NanoMTEB-Spanish / xpqa_spa_spa

Overview

xpqa_spa_spa is the Spanish-to-Spanish xPQA retrieval split. Both queries and candidate documents are Spanish. The task models product question answering in an e-commerce setting: a user asks a short Spanish question about a product, and the retriever must find short Spanish answer snippets that address the requested detail. Unlike the cross-lingual xPQA directions, this split keeps language constant, so exact product vocabulary can help more.

The Nano split contains 200 queries, 1,941 documents, and 488 positive relevance judgments. Queries average about 45 characters, while documents average about 68 characters. The average positives per query is 2.44, and 127 queries have multiple positives. Many documents are direct answer snippets with yes/no polarity, quantities, materials, model codes, dimensions, and compatibility claims.

Details

What the Original Data Measures

xPQA collects product questions and candidate answer information from e-commerce data. The retrieval objective is to rank answer snippets that fully or partially answer the question. Even in the monolingual Spanish condition, this is not generic semantic search: relevance depends on product-specific facts, such as whether a pack has 12 units, whether a material is stainless steel, whether an item is real silver, or whether a product fits a specific use.
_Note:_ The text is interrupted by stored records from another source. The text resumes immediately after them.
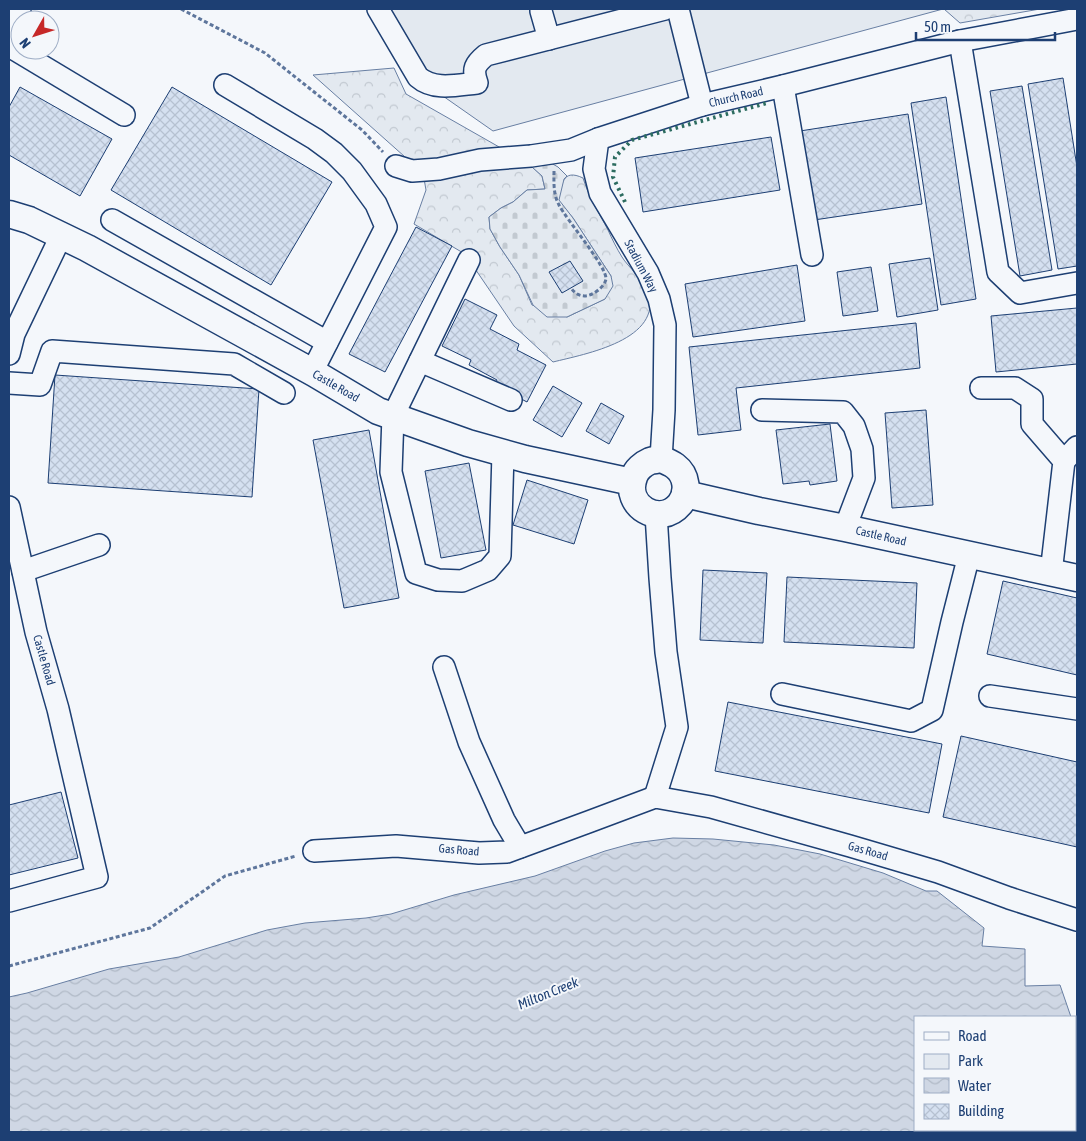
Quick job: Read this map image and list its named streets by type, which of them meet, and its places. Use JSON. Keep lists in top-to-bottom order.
{
  "streets": {
    "main road": ["Castle Road"],
    "street": ["Church Road", "Stadium Way", "Gas Road"]
  },
  "crossings": [
    ["Church Road", "Stadium Way"],
    ["Stadium Way", "Castle Road"]
  ],
  "water": ["Milton Creek"],
  "legend": [
    "Road",
    "Park",
    "Water",
    "Building"
  ],
  "scale_bar": "50 m",
  "north": "bottom left"
}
The task rewards models that preserve concrete purchase and usage details. A related product snippet is not enough unless it answers the exact question.

Observed Data Profile

Queries are compact product questions, often asking yes/no or either/or details. Candidate documents are also short and answer-like. Many begin with Sí, No, or Un cliente ha dicho, followed by the relevant product fact. This makes polarity, attribute names, quantities, and product constraints central to retrieval.

Examples include questions about whether a pack of three straps contains different sizes, whether sizes run large or tight, whether a guitar model is acoustic or electro-acoustic, how to choose a size, and whether a pack includes 12 units.

BM25 Evaluation Profile

BM25 is moderately strong, with nDCG@10 of 0.4829, hit@10 of 0.7000, and recall@100 of 0.7766. Because both query and answer are Spanish, lexical overlap on product terms, quantities, sizes, and materials helps substantially. This is much easier for BM25 than the cross-lingual XPQA directions.

BM25 still misses many positives. Answer snippets may use different wording from the question, or a customer answer may imply the property indirectly. Exact overlap can also retrieve wrong snippets from the same product category or same item.

Dense Evaluation Profile

The dense harrier-oss-270m run is strongest, with nDCG@10 of 0.5667, hit@10 of 0.7650, and recall@100 of 0.8975. Dense retrieval improves because it can match product-question intent to answer snippets even when the wording differs. It can connect a question about "tallas grandes o justas" to a snippet describing a tight, body-shaping fit.

The dense gain shows that monolingual product QA is still semantic. Product answers are short, informal, and often indirect. Dense retrieval is better at connecting the user's requested attribute to the answer evidence.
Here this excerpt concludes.